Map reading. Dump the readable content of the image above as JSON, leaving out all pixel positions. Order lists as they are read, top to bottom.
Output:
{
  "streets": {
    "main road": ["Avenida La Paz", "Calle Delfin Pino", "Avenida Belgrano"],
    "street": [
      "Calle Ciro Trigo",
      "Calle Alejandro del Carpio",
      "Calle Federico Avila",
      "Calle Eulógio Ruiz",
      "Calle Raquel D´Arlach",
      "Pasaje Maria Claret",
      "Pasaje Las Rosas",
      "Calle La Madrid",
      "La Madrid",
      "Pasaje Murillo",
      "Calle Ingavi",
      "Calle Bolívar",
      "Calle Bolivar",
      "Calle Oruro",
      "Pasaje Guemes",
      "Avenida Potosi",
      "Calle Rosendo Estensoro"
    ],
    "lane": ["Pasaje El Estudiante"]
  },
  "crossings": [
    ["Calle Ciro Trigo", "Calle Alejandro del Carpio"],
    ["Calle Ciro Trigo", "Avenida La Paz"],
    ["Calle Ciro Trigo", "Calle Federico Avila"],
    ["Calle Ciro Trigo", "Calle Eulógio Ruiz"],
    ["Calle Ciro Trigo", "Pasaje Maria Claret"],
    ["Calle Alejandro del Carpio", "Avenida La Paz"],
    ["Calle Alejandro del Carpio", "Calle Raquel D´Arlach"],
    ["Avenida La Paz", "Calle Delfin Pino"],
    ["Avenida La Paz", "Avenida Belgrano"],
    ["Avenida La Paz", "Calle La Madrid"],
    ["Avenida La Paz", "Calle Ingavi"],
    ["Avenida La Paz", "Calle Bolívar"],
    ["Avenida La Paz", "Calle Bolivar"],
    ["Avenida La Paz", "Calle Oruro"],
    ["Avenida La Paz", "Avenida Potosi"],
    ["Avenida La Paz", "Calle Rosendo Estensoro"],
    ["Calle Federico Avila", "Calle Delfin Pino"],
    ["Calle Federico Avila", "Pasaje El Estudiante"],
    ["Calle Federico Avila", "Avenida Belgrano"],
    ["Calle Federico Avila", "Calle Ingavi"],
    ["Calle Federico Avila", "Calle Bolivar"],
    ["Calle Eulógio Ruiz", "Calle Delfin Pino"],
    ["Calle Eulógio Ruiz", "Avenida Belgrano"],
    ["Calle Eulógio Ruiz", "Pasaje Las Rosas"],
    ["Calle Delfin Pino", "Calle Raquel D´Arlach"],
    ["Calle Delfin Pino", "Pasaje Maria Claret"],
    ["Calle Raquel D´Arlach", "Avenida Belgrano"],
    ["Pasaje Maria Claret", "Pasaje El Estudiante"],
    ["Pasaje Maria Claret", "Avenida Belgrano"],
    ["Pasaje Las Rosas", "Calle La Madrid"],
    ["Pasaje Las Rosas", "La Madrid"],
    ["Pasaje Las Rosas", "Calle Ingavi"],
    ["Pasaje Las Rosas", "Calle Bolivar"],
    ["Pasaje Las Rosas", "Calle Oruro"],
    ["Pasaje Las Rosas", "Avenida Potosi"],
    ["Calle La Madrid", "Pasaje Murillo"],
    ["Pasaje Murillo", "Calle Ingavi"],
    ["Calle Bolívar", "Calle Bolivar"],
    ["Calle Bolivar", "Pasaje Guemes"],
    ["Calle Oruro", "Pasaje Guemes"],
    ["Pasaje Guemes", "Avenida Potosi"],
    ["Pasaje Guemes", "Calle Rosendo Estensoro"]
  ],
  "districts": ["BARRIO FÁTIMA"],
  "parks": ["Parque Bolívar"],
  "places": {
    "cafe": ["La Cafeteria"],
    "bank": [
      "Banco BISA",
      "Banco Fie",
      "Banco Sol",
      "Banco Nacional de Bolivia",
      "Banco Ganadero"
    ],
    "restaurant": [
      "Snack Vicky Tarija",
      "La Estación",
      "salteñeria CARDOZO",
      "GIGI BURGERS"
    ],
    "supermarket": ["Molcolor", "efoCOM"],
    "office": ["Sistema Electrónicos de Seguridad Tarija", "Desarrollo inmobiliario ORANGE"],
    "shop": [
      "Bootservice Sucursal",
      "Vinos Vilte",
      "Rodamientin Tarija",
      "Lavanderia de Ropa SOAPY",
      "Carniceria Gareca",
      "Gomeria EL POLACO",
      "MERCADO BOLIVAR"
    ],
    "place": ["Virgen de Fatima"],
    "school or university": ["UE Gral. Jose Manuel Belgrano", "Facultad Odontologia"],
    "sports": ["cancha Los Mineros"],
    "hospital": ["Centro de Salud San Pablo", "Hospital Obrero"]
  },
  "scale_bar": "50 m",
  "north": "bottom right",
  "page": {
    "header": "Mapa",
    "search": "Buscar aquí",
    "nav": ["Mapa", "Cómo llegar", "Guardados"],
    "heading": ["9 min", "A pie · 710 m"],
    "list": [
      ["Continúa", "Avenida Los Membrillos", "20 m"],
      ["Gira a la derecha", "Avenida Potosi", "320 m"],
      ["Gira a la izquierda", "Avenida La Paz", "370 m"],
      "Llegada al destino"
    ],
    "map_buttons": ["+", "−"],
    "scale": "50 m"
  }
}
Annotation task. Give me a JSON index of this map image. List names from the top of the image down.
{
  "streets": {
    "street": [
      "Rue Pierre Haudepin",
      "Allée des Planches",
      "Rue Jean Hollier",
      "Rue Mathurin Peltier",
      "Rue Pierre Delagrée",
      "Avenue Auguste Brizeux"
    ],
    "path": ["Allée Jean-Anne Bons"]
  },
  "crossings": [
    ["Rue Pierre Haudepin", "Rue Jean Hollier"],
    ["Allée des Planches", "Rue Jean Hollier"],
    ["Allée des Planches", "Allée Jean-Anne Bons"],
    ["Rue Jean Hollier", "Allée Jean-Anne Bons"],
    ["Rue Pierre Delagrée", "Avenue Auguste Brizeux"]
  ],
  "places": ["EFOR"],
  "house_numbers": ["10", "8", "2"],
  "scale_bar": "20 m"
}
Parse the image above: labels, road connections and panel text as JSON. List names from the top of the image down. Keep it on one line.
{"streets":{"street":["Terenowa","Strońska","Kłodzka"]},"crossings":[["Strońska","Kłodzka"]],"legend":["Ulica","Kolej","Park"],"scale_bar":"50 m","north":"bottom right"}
──────────
Scan the listing above for the word "Arlach" and show each line where it is found.

      "Calle Raquel D´Arlach",
    ["Calle Alejandro del Carpio", "Calle Raquel D´Arlach"],
    ["Calle Delfin Pino", "Calle Raquel D´Arlach"],
    ["Calle Raquel D´Arlach", "Avenida Belgrano"],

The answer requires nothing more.